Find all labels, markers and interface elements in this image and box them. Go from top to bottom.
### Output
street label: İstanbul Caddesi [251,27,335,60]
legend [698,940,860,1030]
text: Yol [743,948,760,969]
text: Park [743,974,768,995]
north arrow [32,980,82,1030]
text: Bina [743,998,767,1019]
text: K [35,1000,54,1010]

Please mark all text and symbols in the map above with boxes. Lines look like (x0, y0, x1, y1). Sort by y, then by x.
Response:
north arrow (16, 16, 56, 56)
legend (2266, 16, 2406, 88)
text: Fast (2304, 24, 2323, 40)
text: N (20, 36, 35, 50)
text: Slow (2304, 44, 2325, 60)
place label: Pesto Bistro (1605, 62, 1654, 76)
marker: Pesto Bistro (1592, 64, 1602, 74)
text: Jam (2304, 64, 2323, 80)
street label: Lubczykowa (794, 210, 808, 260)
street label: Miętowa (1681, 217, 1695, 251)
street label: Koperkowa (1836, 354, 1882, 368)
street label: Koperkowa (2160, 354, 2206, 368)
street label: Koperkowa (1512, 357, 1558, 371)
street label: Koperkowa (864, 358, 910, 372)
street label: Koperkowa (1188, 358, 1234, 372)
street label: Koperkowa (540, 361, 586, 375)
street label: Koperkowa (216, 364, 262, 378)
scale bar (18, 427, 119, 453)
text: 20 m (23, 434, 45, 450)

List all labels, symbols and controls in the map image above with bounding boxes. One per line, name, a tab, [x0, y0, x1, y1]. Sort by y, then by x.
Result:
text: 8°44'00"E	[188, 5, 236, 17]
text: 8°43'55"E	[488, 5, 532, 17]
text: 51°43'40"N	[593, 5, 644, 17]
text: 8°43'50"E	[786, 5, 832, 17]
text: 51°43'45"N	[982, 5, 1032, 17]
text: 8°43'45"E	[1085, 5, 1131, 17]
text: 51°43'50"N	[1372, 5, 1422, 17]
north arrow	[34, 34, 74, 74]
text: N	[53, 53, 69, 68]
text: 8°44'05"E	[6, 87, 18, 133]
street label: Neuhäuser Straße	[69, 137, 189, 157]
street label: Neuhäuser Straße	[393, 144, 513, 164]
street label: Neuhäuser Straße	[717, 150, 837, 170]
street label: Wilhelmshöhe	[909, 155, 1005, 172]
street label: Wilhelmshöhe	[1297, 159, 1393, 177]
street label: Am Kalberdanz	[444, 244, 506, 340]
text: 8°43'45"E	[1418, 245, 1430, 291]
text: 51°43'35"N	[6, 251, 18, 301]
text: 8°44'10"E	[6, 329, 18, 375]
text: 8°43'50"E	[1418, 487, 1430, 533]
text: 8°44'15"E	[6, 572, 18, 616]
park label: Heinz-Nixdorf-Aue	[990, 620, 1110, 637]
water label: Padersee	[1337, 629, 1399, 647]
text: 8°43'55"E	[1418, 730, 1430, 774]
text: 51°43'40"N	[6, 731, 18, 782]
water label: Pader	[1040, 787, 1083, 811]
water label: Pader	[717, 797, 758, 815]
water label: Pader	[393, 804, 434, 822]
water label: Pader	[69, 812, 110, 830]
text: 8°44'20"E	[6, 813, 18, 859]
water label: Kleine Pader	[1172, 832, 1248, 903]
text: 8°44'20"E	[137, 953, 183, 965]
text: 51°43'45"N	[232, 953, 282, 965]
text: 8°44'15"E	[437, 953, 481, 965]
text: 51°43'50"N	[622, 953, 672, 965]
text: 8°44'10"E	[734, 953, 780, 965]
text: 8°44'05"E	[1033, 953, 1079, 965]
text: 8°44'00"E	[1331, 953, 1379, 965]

☆ ☆ ☆

Problem statement.
For the listing shown above, count the lines that contain the word "image" and supply only the result.

Finished exercise.
2